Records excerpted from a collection
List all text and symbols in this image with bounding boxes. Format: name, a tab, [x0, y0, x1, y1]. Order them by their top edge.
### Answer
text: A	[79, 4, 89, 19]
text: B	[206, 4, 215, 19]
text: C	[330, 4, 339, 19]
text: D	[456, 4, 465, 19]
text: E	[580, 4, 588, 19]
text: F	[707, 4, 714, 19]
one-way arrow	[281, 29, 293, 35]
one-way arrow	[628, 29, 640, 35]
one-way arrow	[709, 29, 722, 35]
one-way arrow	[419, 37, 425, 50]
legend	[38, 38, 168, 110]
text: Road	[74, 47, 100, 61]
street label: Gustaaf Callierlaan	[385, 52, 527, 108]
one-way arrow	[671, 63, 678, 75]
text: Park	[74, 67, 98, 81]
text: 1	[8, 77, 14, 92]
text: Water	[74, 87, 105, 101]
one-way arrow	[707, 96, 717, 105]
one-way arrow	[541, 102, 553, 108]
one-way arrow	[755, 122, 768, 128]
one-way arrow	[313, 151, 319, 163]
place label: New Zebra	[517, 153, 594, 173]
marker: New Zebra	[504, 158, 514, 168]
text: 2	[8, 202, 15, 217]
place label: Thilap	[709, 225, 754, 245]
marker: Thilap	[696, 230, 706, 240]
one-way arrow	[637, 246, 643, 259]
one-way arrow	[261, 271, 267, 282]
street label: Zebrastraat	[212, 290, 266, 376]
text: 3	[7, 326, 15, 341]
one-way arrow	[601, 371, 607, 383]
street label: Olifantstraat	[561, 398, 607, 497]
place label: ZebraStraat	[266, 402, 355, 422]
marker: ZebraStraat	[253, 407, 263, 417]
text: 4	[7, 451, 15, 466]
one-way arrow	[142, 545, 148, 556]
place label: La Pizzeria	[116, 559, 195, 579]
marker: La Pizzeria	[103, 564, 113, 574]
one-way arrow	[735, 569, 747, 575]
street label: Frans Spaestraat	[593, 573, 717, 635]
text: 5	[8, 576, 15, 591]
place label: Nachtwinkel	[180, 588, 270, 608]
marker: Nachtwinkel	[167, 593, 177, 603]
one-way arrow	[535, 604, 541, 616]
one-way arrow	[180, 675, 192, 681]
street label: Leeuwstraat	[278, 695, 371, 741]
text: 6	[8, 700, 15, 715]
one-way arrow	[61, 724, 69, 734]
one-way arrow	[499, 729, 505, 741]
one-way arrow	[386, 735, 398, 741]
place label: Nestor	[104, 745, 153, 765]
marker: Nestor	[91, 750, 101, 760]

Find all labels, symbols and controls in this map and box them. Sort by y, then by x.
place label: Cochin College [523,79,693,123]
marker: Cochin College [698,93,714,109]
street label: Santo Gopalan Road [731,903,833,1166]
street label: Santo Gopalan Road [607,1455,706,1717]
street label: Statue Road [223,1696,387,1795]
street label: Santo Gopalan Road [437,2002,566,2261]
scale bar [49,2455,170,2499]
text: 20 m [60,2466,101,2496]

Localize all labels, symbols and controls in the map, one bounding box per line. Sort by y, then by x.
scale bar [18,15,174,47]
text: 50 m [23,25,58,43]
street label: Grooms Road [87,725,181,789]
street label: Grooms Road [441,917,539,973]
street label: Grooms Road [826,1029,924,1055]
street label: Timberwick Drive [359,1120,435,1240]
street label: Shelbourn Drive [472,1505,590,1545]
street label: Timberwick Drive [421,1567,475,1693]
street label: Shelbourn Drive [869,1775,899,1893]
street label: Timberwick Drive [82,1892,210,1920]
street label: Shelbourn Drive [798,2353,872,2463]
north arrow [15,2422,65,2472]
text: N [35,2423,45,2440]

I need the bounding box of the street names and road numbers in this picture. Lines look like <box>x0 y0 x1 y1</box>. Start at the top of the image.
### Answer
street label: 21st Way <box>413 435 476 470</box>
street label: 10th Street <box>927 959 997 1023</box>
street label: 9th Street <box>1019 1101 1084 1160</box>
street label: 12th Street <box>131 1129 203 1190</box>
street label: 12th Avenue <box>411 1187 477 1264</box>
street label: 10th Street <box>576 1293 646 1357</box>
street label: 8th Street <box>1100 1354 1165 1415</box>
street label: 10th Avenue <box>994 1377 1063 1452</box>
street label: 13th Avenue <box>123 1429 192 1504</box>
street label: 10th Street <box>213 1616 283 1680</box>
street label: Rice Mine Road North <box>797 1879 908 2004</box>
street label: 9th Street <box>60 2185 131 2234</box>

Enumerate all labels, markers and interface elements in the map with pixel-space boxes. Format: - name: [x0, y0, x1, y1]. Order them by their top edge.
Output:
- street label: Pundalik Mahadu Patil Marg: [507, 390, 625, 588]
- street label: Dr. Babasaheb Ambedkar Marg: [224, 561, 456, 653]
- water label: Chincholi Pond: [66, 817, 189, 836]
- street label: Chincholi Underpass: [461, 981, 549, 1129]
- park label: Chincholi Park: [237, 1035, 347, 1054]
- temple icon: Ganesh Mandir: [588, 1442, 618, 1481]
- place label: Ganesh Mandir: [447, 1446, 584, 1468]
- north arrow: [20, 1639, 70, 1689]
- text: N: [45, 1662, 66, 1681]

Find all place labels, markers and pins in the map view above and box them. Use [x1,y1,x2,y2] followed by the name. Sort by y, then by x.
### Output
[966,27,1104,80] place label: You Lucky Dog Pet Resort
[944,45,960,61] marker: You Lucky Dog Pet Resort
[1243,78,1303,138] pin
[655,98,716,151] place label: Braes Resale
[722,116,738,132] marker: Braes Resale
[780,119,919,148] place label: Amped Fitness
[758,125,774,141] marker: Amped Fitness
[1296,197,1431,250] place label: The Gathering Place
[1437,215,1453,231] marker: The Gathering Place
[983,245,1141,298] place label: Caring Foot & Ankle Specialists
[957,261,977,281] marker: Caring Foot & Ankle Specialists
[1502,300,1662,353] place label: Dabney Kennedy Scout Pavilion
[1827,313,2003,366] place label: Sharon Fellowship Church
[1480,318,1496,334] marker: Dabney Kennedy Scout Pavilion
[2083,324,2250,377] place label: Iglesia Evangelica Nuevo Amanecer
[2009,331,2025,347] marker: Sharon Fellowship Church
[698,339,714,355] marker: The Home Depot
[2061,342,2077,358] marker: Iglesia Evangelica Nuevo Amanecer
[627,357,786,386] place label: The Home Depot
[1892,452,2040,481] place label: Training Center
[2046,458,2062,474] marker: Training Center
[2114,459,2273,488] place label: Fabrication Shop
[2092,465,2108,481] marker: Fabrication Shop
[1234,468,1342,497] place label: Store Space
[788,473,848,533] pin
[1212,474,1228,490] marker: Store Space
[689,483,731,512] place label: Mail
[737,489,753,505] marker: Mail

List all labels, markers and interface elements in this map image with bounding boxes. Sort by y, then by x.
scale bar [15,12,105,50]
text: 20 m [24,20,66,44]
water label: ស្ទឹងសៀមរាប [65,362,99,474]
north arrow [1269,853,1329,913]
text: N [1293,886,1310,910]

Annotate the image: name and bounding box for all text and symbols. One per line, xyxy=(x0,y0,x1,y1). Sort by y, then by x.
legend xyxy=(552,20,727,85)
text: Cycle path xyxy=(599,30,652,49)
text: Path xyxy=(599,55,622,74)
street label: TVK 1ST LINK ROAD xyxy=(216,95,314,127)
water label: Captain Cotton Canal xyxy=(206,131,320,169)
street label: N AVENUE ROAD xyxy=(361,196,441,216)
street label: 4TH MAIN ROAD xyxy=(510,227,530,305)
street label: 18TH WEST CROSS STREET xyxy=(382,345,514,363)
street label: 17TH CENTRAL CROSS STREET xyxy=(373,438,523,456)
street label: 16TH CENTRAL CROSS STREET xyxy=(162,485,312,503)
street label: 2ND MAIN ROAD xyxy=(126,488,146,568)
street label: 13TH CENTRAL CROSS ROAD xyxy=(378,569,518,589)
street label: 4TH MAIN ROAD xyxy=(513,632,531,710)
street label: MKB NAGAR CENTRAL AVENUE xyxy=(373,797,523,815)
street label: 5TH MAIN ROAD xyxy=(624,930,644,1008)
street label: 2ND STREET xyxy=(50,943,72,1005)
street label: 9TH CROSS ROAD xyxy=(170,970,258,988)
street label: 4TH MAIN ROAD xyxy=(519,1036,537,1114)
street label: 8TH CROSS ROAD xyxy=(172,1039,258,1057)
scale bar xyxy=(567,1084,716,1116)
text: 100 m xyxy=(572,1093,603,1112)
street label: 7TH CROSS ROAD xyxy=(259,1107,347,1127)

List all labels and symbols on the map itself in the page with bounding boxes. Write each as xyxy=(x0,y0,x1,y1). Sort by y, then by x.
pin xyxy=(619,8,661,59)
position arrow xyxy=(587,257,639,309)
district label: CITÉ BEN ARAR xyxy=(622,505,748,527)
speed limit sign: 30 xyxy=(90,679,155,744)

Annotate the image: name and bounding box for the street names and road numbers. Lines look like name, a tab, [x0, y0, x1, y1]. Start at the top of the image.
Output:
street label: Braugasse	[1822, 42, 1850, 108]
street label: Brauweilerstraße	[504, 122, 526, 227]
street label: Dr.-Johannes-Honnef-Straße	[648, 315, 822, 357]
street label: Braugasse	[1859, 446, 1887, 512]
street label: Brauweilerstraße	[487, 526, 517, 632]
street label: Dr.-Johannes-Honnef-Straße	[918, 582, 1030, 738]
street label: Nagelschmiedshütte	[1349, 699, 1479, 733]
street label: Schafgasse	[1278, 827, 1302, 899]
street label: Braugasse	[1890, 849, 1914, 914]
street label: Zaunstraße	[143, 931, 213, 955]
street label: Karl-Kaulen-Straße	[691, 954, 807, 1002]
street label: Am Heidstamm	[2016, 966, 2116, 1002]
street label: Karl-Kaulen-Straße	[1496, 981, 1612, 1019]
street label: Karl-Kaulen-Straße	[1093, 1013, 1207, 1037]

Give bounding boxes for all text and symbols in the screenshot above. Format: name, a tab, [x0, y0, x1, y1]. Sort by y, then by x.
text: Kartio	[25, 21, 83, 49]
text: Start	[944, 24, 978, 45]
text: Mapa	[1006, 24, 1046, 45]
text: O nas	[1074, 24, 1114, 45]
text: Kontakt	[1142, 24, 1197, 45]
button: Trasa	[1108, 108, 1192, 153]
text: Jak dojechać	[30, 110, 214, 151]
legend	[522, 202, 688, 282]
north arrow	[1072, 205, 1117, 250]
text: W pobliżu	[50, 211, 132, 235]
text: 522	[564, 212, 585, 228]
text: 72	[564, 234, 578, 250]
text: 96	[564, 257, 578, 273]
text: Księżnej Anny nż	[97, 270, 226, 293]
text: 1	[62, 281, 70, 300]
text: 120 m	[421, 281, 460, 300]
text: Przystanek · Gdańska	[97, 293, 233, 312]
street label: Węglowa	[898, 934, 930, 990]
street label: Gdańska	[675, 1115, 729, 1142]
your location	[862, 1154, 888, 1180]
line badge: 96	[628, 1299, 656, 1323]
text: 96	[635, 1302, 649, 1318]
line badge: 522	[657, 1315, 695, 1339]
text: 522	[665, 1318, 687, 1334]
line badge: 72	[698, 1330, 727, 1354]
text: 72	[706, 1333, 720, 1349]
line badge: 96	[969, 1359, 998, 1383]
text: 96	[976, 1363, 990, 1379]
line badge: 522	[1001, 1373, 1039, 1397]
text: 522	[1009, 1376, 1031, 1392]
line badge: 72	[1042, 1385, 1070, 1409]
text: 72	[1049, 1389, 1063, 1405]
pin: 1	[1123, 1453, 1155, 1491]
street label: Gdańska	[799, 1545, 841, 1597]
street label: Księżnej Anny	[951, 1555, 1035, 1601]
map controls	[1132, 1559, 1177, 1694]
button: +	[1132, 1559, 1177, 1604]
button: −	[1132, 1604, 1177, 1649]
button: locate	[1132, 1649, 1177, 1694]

Problem
Look through the records for the word "Lines". Every line that has it should be copied.

Completed task
I need the bounding box of the street names and road numbers in this picture. Lines look like <box>x0 y0 x1 y1</box>. Start at the top of the image.
Annotate the image: name and bounding box for the street names and road numbers. Lines look like name, a tab, [x0, y0, x1, y1]. Start at the top of the image.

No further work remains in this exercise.